Lodolo 'looks strong, looks ready'; early Minor League training camp opens

February 16th, 2022

CINCINNATI -- Reds pitching prospect Nick Lodolo has been working off a mound with no concerns about the shoulder injury that hampered his 2021 season. Lodolo’s most recent bullpen session came Tuesday at the club’s player development complex in Goodyear, Ariz.

Ranked by MLB Pipeline as Cincinnati’s No. 2 prospect and No. 31 overall, Lodolo had a left shoulder strain that put him on the injured list late last season. The 24-year-old was limited to three starts at Triple-A Louisville, following a promotion from Double-A Chattanooga.

“He’s been here, and we’re trying to build him up and make sure we’re beyond the shoulder issues,” Reds vice president of player development Shawn Pender said Wednesday. “We were cautious last year. I think rightfully so, based on some of the other things that were happening. He threw very well [Tuesday]. He looks completely healthy.

“We may again decide to be a little cautious to start, but based on what I’ve seen and what I’ve been told by our folks, he’s right on target. He looks good, looks strong, looks ready.”

In 13 games combined with Louisville and Chattanooga last season, Lodolo was 2-2 with a 2.31 ERA and 0.97 WHIP. He also dealt with blisters on his pitching hand that were caused by the seams on the Minor League baseballs. The team had him use Major League balls in side bullpen sessions, which alleviated the problem. But the experience may have indirectly led to his shoulder issues.

After he took time off to let the blisters heal, Lodolo pitched one inning in the SiriusXM All-Star Futures Game in July and Pender felt the pitcher ramped up his workload too soon in the games that followed.

“I don’t think I did a good enough job to make sure we had built him up properly,” Pender said. “Came back, and instead of him showing we built him up from the missed time he had, we went from one-inning, 30-pitch max to like three innings, 65 [pitches]. So he gets to his 65 and there should have been a built-in gap in between the 1/35 and the 3/65-70. As a result, I think it overtaxed him with the time off, and he strained it.”

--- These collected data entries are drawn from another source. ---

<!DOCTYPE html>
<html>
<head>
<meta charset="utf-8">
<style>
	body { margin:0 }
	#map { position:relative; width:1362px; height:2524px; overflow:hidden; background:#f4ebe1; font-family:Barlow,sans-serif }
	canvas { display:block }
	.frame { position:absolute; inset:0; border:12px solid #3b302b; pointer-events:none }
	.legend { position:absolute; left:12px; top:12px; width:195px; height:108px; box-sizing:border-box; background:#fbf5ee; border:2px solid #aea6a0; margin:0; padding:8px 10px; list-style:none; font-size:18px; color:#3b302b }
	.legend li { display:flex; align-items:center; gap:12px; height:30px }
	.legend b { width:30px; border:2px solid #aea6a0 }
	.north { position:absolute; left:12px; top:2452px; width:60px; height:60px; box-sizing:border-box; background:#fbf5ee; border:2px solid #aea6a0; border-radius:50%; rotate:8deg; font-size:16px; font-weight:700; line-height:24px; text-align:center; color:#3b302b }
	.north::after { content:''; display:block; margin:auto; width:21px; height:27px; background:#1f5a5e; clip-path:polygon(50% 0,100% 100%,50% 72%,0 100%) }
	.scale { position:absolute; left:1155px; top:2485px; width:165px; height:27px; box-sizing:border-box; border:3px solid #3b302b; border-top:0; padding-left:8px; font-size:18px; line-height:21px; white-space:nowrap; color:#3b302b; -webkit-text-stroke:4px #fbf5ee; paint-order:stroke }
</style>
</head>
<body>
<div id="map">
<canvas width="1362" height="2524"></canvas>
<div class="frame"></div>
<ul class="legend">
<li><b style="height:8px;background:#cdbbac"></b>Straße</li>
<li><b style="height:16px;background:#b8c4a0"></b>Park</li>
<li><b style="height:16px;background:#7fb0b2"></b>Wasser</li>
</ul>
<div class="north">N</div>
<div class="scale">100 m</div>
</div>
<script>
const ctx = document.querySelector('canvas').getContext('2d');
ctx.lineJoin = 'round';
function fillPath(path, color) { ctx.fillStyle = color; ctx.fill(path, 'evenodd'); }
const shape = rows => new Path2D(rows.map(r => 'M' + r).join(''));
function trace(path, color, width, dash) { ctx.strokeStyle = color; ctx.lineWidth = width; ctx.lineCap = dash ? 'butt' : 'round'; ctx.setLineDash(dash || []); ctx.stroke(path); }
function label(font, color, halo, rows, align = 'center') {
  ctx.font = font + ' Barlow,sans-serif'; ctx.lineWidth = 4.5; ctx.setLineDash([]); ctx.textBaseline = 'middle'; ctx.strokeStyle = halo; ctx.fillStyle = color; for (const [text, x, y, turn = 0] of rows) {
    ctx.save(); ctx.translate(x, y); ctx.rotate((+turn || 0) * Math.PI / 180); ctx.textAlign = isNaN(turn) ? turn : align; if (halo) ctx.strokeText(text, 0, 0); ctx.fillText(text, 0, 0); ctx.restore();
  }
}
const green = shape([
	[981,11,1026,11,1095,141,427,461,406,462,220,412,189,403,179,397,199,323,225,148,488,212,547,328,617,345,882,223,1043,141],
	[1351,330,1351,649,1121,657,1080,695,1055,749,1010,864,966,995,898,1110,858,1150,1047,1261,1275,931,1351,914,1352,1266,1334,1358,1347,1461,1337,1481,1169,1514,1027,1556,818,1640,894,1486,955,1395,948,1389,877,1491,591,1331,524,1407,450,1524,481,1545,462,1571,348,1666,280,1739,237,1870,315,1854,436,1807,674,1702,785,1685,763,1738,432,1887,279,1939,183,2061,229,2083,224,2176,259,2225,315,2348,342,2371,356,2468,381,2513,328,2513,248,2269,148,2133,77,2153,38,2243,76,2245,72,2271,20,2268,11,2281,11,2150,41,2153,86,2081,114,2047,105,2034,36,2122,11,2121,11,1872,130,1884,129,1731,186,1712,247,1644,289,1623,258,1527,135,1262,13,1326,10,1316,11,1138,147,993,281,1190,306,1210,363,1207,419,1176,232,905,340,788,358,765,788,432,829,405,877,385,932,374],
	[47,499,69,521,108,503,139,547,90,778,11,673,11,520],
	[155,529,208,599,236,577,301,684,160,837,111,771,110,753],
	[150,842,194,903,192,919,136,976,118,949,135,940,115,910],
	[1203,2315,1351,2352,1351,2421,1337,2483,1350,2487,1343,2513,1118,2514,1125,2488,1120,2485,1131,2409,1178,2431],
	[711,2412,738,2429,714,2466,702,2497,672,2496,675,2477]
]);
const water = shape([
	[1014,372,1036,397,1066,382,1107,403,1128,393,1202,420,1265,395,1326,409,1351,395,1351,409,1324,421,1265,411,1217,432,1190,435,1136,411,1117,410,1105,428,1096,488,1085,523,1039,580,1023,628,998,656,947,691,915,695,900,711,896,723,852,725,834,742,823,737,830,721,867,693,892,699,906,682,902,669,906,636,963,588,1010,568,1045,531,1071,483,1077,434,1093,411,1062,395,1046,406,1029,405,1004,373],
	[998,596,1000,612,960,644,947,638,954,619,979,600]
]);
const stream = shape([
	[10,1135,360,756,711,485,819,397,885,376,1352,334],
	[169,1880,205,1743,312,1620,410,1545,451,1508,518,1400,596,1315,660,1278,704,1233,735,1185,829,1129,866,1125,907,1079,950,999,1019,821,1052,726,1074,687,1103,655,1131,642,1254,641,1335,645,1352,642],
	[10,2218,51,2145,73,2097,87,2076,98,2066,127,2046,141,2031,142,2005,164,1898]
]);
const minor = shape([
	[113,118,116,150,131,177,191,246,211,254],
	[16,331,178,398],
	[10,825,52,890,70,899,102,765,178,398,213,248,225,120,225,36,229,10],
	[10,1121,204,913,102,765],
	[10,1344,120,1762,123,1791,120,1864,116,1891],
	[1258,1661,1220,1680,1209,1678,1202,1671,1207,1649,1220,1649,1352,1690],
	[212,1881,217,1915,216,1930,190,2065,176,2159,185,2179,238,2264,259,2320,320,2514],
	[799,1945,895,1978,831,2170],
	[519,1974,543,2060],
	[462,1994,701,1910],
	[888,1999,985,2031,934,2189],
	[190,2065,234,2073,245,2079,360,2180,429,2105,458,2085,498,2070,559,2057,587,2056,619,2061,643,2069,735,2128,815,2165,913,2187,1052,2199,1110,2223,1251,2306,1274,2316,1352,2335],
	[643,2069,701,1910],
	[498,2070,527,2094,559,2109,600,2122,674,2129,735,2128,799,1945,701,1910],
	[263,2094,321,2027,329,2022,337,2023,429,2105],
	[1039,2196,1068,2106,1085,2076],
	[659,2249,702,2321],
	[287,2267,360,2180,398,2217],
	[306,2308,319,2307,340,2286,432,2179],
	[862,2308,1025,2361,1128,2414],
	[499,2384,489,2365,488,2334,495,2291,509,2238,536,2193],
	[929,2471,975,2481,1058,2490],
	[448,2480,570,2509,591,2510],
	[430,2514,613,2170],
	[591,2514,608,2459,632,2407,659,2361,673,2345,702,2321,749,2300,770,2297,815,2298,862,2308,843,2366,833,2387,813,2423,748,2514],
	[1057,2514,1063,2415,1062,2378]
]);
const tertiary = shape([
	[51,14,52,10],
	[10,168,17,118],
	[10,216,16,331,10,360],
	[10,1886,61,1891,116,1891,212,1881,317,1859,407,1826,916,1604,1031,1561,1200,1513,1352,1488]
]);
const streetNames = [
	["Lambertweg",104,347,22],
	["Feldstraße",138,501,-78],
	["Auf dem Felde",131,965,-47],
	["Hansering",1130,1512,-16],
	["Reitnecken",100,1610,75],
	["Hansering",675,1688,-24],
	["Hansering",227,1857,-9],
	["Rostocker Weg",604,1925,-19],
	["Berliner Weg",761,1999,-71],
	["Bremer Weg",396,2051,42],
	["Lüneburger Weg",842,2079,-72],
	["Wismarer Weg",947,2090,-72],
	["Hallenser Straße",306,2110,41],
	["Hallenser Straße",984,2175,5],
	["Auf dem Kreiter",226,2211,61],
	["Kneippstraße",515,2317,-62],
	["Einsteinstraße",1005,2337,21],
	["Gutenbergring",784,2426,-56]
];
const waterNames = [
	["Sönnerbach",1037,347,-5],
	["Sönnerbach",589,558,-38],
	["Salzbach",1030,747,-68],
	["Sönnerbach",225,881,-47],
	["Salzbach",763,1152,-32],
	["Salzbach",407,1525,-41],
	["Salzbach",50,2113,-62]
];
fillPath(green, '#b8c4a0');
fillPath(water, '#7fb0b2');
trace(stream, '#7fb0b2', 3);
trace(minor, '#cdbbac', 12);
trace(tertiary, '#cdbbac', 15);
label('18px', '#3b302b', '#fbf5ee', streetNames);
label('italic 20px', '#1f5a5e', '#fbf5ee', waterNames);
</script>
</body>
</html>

When Major League Spring Training opens, Lodolo will be in camp as a non-roster invite. He could have a chance to compete for the vacant fifth starter’s spot with No. 1 prospect Hunter Greene, left-hander Reiver Sanmartin and righty Riley O’Brien, among others.

Early camp opens

Continuing an organizational trend of the past several years, the Reds opened their early training camp for select Minor Leaguers. Pitchers and catchers reported Wednesday and position players are scheduled to arrive next Monday. Overall, there are 54 players expected to participate ahead of the regular Minor League camp that opens on March 4.

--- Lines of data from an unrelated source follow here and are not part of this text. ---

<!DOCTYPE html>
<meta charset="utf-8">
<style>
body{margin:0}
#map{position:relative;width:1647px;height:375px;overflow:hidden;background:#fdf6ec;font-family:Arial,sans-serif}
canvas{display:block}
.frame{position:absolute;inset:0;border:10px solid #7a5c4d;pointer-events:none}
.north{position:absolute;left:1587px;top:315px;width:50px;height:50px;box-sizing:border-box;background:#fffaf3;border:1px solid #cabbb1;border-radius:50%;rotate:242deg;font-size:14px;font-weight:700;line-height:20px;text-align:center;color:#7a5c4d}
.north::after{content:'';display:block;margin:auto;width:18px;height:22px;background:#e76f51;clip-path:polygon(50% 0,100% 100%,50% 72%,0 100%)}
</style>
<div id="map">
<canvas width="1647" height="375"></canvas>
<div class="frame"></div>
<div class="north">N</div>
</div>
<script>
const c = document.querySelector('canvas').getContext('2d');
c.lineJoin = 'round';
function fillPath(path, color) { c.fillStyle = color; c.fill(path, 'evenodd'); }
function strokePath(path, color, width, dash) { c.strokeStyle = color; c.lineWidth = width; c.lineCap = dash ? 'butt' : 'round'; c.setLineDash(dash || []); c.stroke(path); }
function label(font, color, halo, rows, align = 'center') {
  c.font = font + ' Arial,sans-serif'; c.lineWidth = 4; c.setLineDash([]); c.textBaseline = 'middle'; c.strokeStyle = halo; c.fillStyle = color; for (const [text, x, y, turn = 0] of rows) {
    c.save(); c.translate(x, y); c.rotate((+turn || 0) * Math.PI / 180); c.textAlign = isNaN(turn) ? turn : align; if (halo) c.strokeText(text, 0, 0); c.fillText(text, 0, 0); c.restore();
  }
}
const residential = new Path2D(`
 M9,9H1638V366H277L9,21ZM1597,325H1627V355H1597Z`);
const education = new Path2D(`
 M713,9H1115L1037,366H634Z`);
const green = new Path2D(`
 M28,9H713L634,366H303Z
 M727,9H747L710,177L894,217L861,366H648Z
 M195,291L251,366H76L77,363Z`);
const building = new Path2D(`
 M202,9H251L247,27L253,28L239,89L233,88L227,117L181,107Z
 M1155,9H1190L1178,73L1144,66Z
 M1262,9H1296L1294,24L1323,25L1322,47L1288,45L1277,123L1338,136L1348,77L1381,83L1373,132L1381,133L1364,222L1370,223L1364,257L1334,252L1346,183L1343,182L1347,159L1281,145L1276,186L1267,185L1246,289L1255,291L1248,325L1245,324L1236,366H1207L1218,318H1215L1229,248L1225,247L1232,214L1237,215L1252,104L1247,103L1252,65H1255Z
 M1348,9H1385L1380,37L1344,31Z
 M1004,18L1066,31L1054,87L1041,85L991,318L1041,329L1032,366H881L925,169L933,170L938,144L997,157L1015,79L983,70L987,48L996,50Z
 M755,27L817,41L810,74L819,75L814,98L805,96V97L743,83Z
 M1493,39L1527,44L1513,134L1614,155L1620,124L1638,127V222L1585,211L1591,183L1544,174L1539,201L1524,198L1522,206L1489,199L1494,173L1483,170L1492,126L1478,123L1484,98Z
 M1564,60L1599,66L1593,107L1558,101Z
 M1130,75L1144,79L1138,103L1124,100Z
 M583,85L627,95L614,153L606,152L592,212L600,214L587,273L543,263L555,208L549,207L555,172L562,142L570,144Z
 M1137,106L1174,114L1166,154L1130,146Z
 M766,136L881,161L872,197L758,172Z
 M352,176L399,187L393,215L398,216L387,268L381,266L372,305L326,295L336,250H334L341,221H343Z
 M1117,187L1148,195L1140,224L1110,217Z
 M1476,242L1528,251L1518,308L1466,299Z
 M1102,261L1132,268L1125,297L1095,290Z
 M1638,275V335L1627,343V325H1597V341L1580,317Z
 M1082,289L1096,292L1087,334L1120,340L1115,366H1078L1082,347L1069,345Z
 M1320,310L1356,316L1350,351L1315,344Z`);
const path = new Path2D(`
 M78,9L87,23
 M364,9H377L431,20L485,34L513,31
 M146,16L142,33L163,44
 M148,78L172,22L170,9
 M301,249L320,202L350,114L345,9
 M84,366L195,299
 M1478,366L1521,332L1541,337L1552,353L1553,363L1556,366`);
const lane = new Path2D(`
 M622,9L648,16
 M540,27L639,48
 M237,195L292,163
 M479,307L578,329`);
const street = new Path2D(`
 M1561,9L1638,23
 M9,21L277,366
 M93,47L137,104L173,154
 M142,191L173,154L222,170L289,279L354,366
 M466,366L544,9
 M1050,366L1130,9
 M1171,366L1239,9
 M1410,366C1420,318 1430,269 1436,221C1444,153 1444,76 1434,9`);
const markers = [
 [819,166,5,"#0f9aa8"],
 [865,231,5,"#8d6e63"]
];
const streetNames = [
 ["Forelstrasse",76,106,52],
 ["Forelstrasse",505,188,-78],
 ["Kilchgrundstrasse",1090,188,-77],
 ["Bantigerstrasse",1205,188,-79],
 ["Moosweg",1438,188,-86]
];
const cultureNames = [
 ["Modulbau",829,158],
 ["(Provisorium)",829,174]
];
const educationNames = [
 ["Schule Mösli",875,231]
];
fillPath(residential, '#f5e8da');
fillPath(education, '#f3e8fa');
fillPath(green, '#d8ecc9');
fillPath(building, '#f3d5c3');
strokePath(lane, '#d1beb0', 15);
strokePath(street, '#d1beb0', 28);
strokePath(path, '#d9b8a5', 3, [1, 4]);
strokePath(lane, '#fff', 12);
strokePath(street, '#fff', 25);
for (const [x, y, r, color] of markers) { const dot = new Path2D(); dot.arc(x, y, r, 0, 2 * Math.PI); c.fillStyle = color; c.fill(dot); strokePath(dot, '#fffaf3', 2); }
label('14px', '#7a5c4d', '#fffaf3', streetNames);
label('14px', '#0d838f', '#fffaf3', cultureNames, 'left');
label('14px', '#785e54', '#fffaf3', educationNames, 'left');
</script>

Cincinnati’s front office has historically found the early camp to be helpful in multiple ways.

“When you lay your eyes on them early, there's always guys that in the offseason that there's something tweaked or they're not ready, and now they show up and it's March and now they're not as ready as we need them to be and they get delayed,” Pender said. “From that standpoint, it helps us if there's a problem or a lack of physical preparation.

“The second thing it does help is any time we get touch points with our prospects where they're around coaching. A lot of guys are doing whatever it is, whether it's hitting or pitching with their ‘at-home guru,’ we feel it's much better, safer, cleaner for us to have them. I think the game is evolving this way and I know that our organization is looking at it. If we can extend the timeline that we have with these guys, we're all going to be better for it. We're hoping to do more of this early with more numbers. This really fits in with our overall improvement and player development philosophy.”

Normally, the early campers would get into big league spring exhibition games. That’s not currently possible because of the MLB lockout of players on 40-man rosters.

“We'll do more intrasquad [action] or ask to go over and play Cleveland when we feel like we've got our guys up and running,” Pender said. “It's more of a scheduling change, but from a philosophy [situation], nothing's really changing.”

Siani close to ready

The Reds’ No. 11 ranked prospect, outfielder Michael Siani, should be ready for early camp next week after he sustained Achilles tendon inflammation that cost him about two weeks during the Arizona Fall League.

“We went out and had a workout with [outfield prospect] Austin Hendrick and our new hitting coordinator. We met up in Pittsburgh, so I had a chance to see him,” Pender said. “[Siani] looks great, no complaints. He said there’s still a little stiffness on occasion, but that might have been the weather.”